Controlli e liti

Alla Ctr dovere di verifica sulle prove dell’Ufficio

La Commissione tributaria deve valutare attentamente la congruità delle allegazioni; per le fatture inesistenti va dimostrata anche la consapevolezza del cliente

di Laura Ambrosi

È nulla la sentenza che, in tema di fatture soggettivamente inesistenti, si limiti ad affermare che il contribuente non ha assolto all’onere probatorio, se non ha preliminarmente verificato le prove prodotte dall’Ufficio.

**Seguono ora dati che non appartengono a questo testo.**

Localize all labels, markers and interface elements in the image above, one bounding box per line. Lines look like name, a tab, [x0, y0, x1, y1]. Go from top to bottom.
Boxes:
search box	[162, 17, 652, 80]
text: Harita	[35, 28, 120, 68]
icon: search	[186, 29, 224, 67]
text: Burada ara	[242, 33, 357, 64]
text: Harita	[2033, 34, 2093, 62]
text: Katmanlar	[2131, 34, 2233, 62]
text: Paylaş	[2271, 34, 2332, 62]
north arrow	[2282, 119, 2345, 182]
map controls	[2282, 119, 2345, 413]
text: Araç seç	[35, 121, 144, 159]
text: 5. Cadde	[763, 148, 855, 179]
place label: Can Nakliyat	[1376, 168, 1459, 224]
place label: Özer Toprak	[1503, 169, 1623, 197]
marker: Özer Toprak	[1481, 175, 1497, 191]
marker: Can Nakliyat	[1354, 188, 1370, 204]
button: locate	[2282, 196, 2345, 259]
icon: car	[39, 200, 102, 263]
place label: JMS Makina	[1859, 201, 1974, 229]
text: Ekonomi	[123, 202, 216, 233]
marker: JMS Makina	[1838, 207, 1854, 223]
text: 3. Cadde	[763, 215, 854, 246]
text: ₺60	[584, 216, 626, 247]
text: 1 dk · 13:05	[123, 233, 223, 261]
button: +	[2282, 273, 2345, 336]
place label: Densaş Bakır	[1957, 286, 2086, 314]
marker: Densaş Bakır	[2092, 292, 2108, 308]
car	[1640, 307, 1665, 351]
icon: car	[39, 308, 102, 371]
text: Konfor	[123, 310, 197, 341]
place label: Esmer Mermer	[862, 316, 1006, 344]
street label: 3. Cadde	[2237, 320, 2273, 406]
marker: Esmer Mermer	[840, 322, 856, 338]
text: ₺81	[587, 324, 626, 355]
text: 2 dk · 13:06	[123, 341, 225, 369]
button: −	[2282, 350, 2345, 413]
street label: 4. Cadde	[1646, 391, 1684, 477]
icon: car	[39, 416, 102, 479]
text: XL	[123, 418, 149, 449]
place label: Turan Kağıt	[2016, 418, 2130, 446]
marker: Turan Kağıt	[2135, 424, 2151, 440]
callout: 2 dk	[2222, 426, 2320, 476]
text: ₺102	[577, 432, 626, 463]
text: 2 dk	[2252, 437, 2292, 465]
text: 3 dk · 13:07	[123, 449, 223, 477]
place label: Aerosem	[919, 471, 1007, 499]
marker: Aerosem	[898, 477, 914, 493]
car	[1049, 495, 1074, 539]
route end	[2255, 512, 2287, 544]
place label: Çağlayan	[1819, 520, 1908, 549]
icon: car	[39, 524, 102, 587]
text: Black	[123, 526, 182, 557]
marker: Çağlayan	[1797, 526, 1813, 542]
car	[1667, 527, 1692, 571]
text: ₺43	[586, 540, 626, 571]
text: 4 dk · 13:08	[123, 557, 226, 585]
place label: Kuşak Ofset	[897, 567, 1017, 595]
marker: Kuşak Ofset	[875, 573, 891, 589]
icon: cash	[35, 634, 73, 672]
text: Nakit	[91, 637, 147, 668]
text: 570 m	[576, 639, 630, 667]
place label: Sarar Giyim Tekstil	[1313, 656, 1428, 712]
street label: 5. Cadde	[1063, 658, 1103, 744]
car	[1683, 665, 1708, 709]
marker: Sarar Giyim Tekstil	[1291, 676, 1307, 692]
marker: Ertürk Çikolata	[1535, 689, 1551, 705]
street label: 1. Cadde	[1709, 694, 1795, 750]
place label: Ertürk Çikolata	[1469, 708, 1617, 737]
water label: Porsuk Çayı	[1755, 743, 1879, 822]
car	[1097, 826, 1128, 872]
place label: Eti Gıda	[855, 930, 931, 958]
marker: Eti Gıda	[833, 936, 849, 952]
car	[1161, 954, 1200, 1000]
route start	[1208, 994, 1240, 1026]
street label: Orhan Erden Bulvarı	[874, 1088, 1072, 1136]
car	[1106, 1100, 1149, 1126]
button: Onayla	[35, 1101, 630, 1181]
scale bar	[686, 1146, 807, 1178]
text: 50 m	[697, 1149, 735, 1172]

Il Giudice deve infatti riscontrare concretamente che l’amministrazione fiscale abbia dimostrato sia la fittizietà del fornitore, sia anche la consapevolezza del contribuente in relazione alla frode. Ad affermarlo è la Corte di Cassazione con l’ordinanza 26477/22 depositata l’8 settembre.

Una società impugnava dinanzi al giudice tributario due accertamenti con i quali veniva recuperata l’Iva su alcune fatture ritenute soggettivamente inesistenti. In esito ad una verifica, infatti, un fornitore era stato considerato una mera cartiera e pertanto veniva recuperata integralmente l'Iva detratta dalla società. Nei ricorsi, tra i diversi motivi d’impugnazione, veniva evidenziata anche la buona fede della contribuente, atteso che dinanzi ai dati noti, non poteva conoscere le irregolarità commesse dal proprio fornitore. Entrambi i giudici di merito confermavano però la legittimità degli atti impositivi, sul presupposto che la fornitrice fosse una cartiera.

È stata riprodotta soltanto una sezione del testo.